What you should do: Below are the records; copy each line in which "roads" occurs.

Stored items:
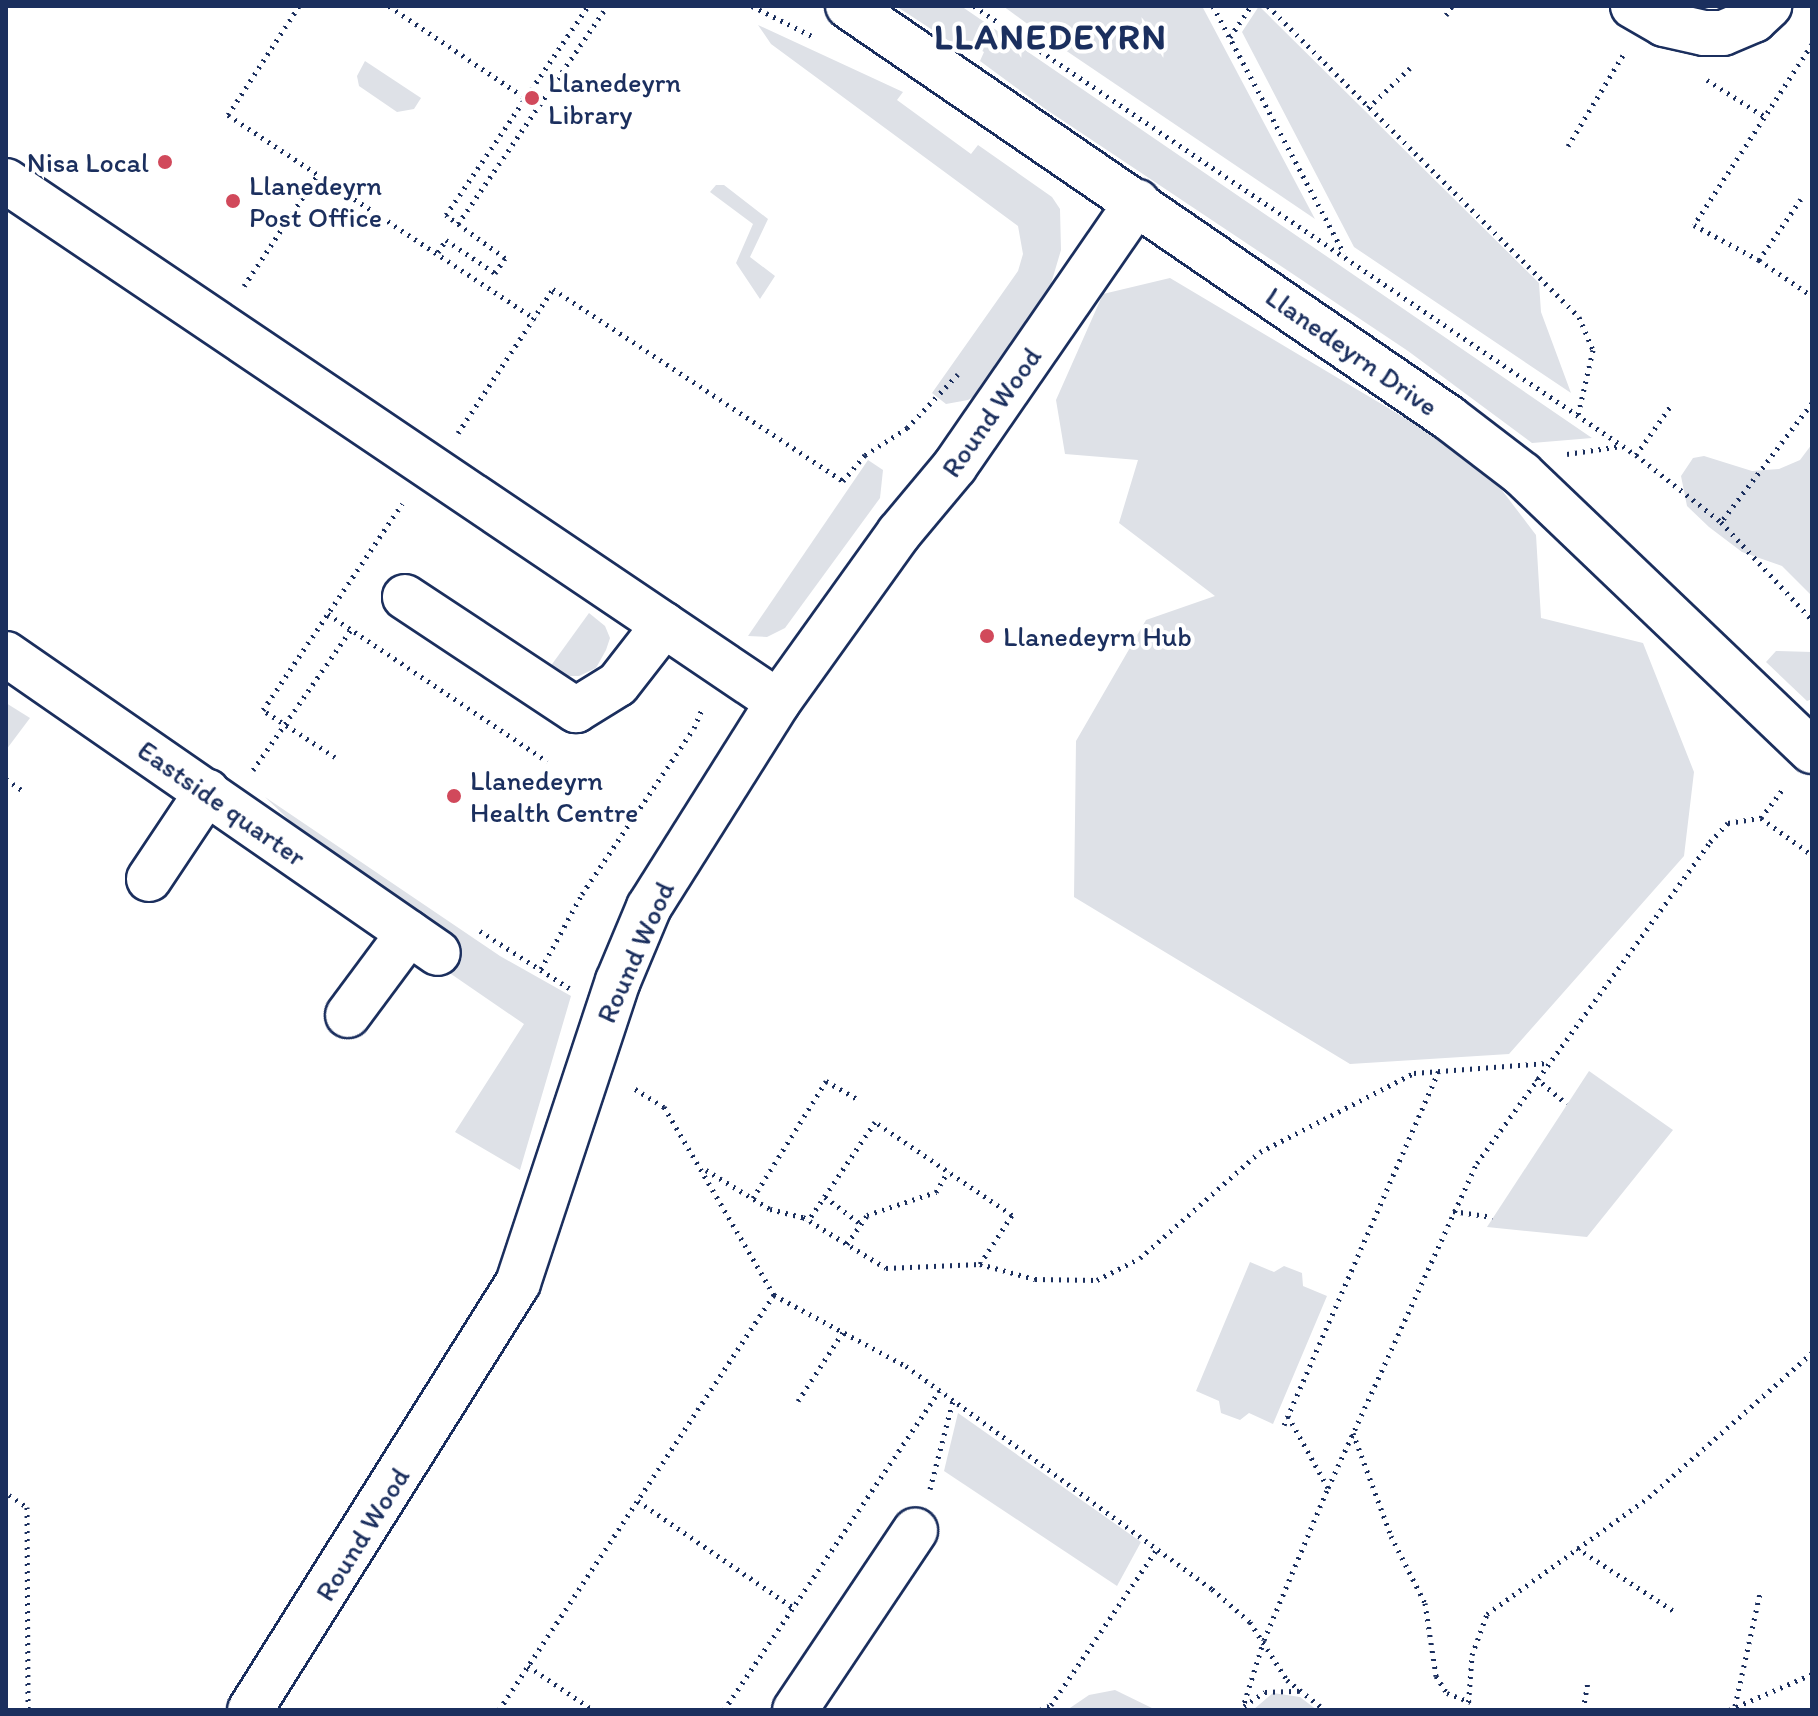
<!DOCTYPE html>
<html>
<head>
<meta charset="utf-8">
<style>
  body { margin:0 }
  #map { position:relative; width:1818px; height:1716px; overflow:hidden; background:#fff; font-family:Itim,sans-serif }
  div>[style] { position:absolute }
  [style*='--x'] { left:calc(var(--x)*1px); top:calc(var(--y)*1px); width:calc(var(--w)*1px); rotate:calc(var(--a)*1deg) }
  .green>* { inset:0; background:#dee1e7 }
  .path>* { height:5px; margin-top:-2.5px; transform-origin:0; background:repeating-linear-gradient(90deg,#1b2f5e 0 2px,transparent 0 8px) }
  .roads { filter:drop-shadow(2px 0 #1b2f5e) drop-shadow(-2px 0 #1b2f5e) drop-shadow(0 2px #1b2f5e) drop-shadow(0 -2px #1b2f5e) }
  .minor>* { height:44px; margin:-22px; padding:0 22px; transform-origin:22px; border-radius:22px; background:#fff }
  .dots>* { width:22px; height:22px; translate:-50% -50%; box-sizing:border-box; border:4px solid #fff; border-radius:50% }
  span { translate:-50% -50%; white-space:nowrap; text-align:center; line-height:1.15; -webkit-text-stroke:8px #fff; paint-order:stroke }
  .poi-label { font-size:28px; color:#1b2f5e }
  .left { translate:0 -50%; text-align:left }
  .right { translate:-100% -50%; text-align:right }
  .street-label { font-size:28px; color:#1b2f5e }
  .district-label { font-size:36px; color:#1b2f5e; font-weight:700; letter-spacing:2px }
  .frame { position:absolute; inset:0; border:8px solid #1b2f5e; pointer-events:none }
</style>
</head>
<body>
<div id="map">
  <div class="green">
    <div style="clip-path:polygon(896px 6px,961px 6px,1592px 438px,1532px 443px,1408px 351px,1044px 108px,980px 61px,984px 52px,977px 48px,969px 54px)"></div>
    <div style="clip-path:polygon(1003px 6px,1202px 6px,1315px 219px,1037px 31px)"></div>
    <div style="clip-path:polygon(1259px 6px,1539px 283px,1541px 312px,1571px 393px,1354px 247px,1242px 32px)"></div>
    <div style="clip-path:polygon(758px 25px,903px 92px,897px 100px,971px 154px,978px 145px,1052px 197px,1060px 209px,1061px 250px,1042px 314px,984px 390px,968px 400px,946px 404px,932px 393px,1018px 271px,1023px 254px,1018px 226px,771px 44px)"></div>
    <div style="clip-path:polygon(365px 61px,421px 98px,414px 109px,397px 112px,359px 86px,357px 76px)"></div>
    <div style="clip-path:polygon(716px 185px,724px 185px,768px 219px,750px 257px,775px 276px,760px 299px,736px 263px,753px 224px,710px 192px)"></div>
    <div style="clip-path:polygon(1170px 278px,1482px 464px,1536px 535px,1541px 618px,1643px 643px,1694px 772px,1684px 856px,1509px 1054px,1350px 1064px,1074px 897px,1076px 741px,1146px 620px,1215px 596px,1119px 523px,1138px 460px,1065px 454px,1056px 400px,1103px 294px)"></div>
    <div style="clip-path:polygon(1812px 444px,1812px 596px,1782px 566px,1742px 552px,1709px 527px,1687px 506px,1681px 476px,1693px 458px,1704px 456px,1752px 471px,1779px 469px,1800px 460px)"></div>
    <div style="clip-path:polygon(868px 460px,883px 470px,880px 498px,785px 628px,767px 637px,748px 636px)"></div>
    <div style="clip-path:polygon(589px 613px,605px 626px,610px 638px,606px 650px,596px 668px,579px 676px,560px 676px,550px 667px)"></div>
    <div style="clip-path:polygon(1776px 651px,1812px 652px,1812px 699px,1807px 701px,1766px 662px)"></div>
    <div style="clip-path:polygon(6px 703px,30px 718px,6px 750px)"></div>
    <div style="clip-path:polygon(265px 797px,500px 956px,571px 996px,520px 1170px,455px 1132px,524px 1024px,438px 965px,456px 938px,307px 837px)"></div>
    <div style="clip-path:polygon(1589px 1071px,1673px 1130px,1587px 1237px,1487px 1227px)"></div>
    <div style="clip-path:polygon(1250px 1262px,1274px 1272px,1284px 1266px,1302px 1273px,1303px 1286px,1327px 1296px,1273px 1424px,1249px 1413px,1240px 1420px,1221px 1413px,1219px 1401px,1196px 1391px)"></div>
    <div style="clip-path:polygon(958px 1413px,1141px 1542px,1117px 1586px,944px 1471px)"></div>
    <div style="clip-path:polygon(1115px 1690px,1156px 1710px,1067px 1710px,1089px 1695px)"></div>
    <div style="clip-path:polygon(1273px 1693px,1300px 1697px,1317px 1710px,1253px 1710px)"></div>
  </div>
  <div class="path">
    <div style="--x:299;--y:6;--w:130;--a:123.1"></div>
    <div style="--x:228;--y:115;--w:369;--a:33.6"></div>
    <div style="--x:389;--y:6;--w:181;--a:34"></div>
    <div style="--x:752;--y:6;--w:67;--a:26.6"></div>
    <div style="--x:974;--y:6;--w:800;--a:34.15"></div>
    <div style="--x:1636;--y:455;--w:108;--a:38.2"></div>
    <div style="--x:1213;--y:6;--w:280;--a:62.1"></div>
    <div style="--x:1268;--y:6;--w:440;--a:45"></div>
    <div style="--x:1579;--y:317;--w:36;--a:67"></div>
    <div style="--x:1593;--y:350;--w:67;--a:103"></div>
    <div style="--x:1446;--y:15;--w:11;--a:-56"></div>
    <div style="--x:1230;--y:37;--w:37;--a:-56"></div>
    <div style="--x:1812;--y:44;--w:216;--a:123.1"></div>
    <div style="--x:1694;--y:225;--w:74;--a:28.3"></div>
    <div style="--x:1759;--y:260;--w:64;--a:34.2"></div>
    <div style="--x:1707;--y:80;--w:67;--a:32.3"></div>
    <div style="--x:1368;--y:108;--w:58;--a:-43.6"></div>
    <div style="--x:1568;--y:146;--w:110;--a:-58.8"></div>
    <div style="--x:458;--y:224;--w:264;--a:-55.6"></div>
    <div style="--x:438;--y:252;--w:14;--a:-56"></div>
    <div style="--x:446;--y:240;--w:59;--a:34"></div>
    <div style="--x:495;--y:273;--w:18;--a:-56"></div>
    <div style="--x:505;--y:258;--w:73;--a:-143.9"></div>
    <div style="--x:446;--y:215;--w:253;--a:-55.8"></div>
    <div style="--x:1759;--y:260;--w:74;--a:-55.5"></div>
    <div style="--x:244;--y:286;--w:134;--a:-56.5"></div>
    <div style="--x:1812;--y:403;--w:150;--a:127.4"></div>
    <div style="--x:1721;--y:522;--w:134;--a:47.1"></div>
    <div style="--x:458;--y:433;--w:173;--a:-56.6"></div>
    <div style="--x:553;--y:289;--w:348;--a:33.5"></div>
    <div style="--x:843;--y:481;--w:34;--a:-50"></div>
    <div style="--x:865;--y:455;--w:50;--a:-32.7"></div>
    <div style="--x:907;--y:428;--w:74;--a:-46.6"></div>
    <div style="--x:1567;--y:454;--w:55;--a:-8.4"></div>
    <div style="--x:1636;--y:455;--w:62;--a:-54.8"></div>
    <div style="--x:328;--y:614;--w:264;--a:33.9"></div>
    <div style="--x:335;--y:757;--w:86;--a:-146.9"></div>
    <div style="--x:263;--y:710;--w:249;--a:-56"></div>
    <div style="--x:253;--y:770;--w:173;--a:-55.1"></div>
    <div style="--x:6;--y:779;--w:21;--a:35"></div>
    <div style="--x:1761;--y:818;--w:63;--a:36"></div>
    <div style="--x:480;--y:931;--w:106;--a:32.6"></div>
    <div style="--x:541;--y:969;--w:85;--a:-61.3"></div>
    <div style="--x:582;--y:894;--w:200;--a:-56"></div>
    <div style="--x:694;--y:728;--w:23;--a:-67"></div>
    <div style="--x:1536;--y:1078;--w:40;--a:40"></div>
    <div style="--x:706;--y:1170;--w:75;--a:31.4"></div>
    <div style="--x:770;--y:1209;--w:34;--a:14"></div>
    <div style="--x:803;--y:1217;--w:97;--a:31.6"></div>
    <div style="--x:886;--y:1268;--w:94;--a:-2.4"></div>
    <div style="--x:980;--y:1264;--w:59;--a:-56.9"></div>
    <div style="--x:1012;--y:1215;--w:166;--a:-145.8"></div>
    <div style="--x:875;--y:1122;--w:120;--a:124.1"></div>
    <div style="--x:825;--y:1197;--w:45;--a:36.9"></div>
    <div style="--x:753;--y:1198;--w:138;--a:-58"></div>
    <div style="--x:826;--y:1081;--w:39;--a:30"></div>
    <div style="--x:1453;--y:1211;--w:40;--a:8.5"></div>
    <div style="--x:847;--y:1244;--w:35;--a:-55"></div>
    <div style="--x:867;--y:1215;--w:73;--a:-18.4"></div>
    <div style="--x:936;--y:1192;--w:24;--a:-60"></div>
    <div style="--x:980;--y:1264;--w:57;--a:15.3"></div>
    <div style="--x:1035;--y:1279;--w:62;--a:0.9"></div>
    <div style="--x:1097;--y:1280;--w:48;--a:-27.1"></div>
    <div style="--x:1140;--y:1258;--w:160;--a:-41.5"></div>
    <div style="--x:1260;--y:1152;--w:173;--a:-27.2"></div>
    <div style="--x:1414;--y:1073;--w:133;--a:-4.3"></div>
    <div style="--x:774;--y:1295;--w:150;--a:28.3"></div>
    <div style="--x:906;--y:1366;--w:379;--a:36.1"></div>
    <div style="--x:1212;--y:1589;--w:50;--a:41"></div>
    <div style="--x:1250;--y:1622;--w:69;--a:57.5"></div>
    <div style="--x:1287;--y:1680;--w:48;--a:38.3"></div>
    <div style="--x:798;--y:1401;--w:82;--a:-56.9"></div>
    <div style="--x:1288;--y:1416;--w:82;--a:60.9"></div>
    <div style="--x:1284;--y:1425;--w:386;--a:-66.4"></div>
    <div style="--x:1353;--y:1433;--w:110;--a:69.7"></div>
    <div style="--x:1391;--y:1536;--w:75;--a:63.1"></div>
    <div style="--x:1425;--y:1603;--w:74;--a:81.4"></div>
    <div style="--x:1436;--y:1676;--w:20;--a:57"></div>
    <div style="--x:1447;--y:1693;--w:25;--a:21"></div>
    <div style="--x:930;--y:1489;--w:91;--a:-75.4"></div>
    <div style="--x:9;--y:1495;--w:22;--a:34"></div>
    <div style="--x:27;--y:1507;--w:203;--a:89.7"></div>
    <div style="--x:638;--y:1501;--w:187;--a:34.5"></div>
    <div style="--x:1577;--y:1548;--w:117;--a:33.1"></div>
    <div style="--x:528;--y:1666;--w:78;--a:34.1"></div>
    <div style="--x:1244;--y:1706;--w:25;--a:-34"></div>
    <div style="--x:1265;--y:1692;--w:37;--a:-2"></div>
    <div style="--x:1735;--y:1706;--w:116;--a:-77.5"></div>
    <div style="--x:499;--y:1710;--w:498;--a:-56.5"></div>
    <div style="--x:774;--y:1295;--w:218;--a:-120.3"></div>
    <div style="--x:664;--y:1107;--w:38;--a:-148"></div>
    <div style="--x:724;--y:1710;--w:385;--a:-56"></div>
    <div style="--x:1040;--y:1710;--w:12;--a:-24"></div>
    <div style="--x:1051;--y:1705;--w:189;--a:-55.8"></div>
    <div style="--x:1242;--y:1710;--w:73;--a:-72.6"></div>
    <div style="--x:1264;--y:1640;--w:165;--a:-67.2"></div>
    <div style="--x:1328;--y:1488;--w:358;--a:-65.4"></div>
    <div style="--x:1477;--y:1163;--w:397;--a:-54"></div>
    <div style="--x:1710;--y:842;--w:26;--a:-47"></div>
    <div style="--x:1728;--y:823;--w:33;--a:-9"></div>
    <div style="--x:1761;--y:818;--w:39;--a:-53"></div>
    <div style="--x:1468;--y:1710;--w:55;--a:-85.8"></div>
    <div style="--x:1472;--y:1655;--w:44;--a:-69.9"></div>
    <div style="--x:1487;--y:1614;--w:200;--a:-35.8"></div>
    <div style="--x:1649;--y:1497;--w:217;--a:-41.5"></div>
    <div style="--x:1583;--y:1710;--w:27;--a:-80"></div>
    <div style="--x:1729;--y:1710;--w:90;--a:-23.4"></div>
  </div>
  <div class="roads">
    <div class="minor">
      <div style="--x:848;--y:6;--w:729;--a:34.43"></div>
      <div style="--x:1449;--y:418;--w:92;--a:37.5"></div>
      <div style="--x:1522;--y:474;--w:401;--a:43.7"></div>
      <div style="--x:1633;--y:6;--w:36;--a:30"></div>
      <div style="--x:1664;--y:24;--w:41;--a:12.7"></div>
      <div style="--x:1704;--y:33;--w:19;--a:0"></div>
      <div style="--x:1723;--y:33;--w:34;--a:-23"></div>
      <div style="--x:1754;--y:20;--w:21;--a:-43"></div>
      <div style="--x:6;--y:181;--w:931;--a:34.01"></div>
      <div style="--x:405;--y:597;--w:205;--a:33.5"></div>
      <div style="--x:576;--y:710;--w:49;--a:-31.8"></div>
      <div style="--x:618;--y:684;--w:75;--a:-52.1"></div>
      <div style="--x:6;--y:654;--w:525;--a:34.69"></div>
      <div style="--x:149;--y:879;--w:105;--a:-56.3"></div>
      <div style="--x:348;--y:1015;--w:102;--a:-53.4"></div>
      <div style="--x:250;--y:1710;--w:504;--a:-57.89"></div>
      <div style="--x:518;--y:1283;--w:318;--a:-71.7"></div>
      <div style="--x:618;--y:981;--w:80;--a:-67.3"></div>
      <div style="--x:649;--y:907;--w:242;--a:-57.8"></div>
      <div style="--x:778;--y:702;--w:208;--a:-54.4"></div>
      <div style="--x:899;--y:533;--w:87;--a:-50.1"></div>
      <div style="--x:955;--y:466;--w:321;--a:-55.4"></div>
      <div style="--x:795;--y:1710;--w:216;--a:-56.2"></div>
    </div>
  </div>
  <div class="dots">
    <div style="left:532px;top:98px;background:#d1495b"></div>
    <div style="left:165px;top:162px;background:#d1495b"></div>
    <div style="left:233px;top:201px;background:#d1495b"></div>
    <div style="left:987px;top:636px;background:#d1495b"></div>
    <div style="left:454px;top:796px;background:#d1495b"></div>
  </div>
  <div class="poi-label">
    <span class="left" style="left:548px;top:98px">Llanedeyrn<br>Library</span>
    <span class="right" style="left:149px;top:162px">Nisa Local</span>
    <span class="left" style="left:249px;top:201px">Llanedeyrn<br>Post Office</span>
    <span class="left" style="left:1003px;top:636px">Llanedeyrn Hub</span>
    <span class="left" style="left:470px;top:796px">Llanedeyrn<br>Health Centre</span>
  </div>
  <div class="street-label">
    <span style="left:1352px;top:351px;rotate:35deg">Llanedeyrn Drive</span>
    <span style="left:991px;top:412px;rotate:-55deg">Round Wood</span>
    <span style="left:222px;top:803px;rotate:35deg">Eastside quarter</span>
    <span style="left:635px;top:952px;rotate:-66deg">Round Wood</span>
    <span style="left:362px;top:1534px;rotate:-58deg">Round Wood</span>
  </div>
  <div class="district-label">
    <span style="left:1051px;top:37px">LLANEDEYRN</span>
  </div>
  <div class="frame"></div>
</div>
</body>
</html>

Result below:
  .roads { filter:drop-shadow(2px 0 #1b2f5e) drop-shadow(-2px 0 #1b2f5e) drop-shadow(0 2px #1b2f5e) drop-shadow(0 -2px #1b2f5e) }
  <div class="roads">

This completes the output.